Thus, companies that excel in better mapping their storage management constructs to the server virtualization constructs, and which can leverage hypervisor technology in their storage boxes will definitely have a clear advantage over other companies.

  • Green Storage: During the past 2 decades most computer companies have been obsessed with performance because this was one of the few quantitative ways of comparing systems. Going forward, “Power” will become the next quantitative metric that will be primarily used for comparing computer systems. SNIA has already started to design comparison metrics such as IOPs/Watt, Watts/Cubic Feet, Watts/Gigabyte etc. So, storage companies will have to design power efficient systems not just for archival workloads but also for regular OLTP type workloads.  People are pursuing both pro-active as well as re-active techniques in this regard. Pro-active techniques like data de-duplication, compression, thin-provisioning, using high capacity disks help to cut down on the number of disks, and thus, reduce the power consumption. Reactive techniques try to dynamically spin-down or shut-down the storage devices to save power. New technologies like Flash will also play a key role in improving the power efficiency of storage systems. So, going forward, the companies that can excel in pro-active and re-active power management will definitely have an upper hand.
  • Web 2.0 Architectures: Google wanted to use 1 U commodity servers as the base for its computation framework. As they were designing this, they realized that they can use the same underlying framework to also satisfy their storage needs because each of their 1 U servers had 2 disks. The key point is that they decided not to use traditional RAID 5 type protection mechanism. Instead they decided to use 3 copy protection mechanism with weak consistency semantics between the copies. Thus, Google was able to drastically cut their upfront capital expenditure costs by using the combination of commodity hardware and home grown distributed file system software. They traded cost gains for more advanced functionality offered by storage vendors such as better data integrity and reliability guarantees, better performance and better capacity utilization. This approach has spread like wild fire amongst the Web 2.0 companies. There are even some open source distributed data management software similar to Google File System such as Hadoop File System, and Lustre that are being used by many of the Web 2.0 comapnies in lieu of Google File System software. The combination of this open source software and commodity hardware has the potential to do to the storage industry what Linux has done to the server operating system industry. This is a triple threat for traditional vendors because:
    • Web 2.0 companies are not using traditional storage boxes.
    • Web 2.0 companies are starting to offer storage hosting services (while not using traditional storage boxes) to enterprises.
    • Server/Service companies like IBM/HP can storage service solutions hosted at the customer sites comprised of non-traditional storage vendor boxes.

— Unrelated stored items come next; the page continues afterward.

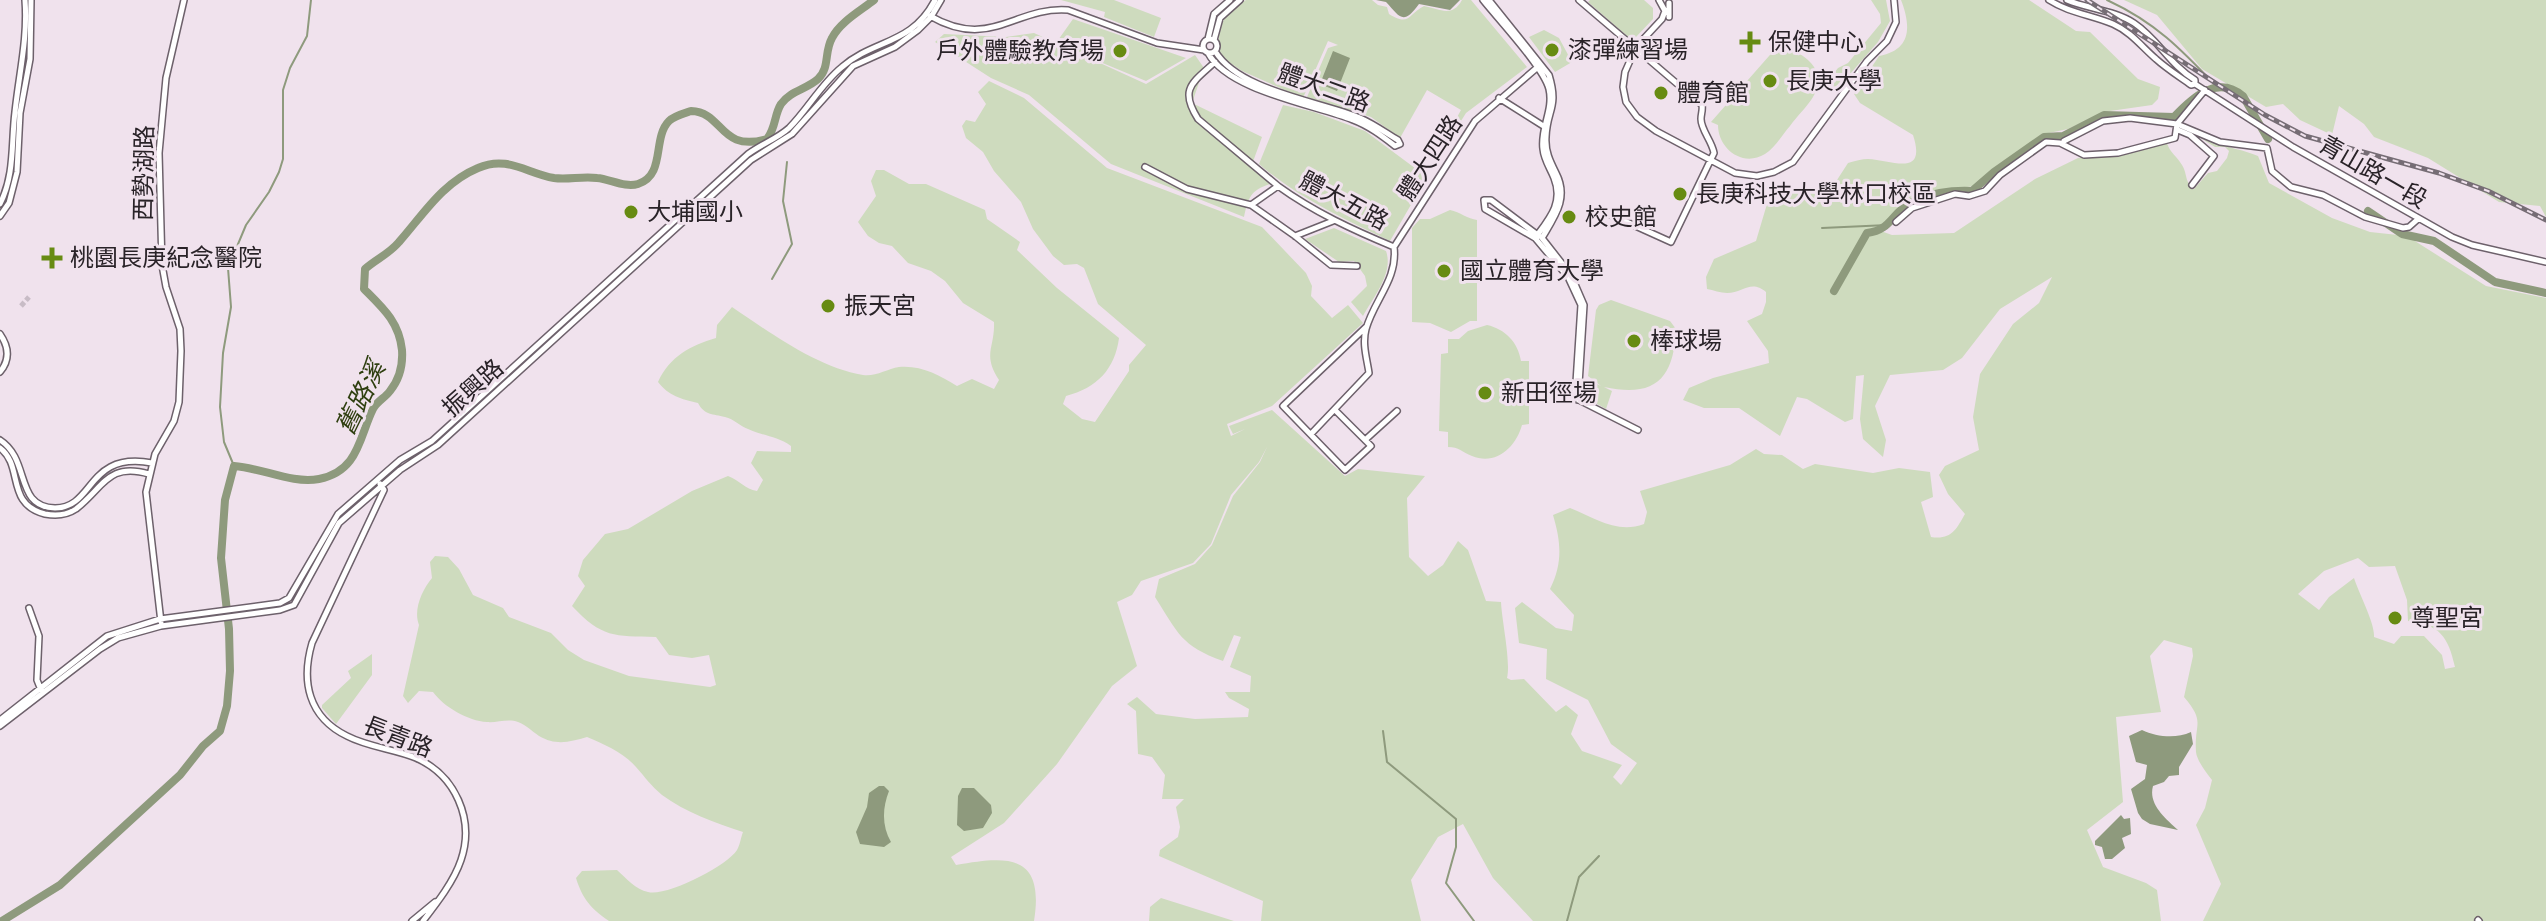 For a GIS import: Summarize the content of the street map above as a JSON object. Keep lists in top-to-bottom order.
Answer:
{
  "streets": {
    "street": [
      "體大二路",
      "體大四路",
      "青山路一段",
      "西勢湖路",
      "體大五路",
      "振興路",
      "長青路"
    ]
  },
  "crossings": [
    ["體大二路", "體大五路"],
    ["體大四路", "體大五路"],
    ["西勢湖路", "振興路"],
    ["振興路", "長青路"]
  ],
  "water": ["舊路溪"],
  "places": {
    "health": ["保健中心", "桃園長庚紀念醫院"],
    "other": [
      "漆彈練習場",
      "戶外體驗教育場",
      "長庚大學",
      "體育館",
      "長庚科技大學林口校區",
      "大埔國小",
      "校史館",
      "國立體育大學",
      "振天宮",
      "棒球場",
      "新田徑場",
      "尊聖宮"
    ]
  }
}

Thus, storage companies have to package their offerings in such as way that their offerings have less upfront costs. This will then entice the Web 2.0 companies to purchase storage from them instead of building their own solutions. Furthermore, in future, if the Web 2.0 companies want more advanced storage management features, then the storage companies can provide this functionality and charge the Web 2.0 companies accordingly.

  • Cloud Computing or Storage Services or Storage Hosting: Companies like Google and Amazon are starting to offer compute/storage hosting services to enterprises. Now, this trend is different than the failed storage backup services that were offered in the past in the following key ways:
    • Eat their own cooking: Google and Amazon anyway need large data centers for their own internal needs. They are leveraging this internal need to amortize costs for their customers.
    • Higher Value Add Services: They are offering more than just storage hosting or compute hosting services. Instead they are offering an eco-system where they provide database, security, file system, messaging etc services to their customers. Thus, customers can quickly build their applications.
    • Trust/Reputation: Google and Amazon are trusted companies that will not go bankrupt unlike smaller storage hosting companies.

There are trust/security issues, availability issues and performance issues that one still needs to overcome. Moreover, there are still no well defined SLAs being offered wrt performance by these companies. However, the convenience and pricing structure of these offerings is making people lose their inhibitions about using these services (similar to how people are using TurboTax to do their taxes and e-file them via Intuit).  The combination of cloud computing and the fact that the companies offering these hosted services are not using traditional storage boxes is definitely a potentially disruptive trend for traditional storage vendors.  It is important to note that the current Web 2.0 solutions cannot quite offer the reliability, performance, availability characteristics desired by traditional OLTP type workloads. However, over time, these things will be worked upon and will be improved. So, it is important for storage companies to assess whether they want to be suppliers (both low end and high end functionality) to these storage/application hosting companies or whether they want to get into the storage hosting game themselves.

February 07, 2008

Web 2.0 Storage Architecture: Is it a threat to traditional storage controller (server) vendors?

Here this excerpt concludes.